Muhammadiyah era kepemimpinan Prof Dr H M Din Syamsudin mempunyai hubungan yang lebih intens dengan dunia internasional. Beliau menjadi pimpinan organisasi kerjasama antar bangsa dan antar agama yang berskala internasional. Beliau antara lain menjadi Chairman Wordl Peace Forum (WPF), Presiden Asean Committee on Religion for Peace (ACRP), Honorary President World Conference on Religion for Peace (WCRP), dan jabatan lainnya di forum dunia. Hubungannya tidak sekadar seremonial, tetapi aktif mendialogkan berbagai pemikiran Islam dan perdamaian, serta memprakarsai pemecahan konflik seperti di Mindanao Philipna Selatan, dan lain-lain.
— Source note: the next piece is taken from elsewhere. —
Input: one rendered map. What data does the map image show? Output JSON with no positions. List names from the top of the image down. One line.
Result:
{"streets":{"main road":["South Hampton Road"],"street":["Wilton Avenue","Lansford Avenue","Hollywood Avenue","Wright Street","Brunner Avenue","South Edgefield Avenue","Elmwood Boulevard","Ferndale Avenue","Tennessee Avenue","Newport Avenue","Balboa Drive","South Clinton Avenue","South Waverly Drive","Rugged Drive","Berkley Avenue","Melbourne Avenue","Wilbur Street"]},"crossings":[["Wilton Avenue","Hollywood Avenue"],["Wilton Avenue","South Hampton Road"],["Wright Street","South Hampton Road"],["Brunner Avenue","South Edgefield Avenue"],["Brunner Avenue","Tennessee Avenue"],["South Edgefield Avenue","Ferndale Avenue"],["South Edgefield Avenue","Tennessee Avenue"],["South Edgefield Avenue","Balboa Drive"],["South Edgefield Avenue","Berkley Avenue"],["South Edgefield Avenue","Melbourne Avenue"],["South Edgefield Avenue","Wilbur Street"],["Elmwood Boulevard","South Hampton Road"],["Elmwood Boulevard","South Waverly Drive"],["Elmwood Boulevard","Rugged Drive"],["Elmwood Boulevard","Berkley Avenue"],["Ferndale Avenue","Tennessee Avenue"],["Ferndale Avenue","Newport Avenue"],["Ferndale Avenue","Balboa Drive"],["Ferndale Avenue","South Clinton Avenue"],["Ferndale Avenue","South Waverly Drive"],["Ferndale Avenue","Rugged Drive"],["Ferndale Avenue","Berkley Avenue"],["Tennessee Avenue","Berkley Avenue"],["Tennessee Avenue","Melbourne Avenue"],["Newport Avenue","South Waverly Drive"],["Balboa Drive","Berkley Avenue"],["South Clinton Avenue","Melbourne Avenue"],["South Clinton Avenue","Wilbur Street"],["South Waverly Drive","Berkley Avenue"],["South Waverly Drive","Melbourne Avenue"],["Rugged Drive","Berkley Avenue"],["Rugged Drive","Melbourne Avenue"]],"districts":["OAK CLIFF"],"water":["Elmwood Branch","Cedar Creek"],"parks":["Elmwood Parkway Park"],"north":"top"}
Prof Dr Din Syamsudin secara panjang lebar menerangkan gerak Muhammadiyah di dunia internasional ini beberapa waktu lalu di Universitas Muhammadiyah Surakarta. Berikut beberapa keterangannya, tersusun dalam bentuk dialog di bawah ini:
Sejauh manakah pentingnya isu internasional bagi Muhammadiyah?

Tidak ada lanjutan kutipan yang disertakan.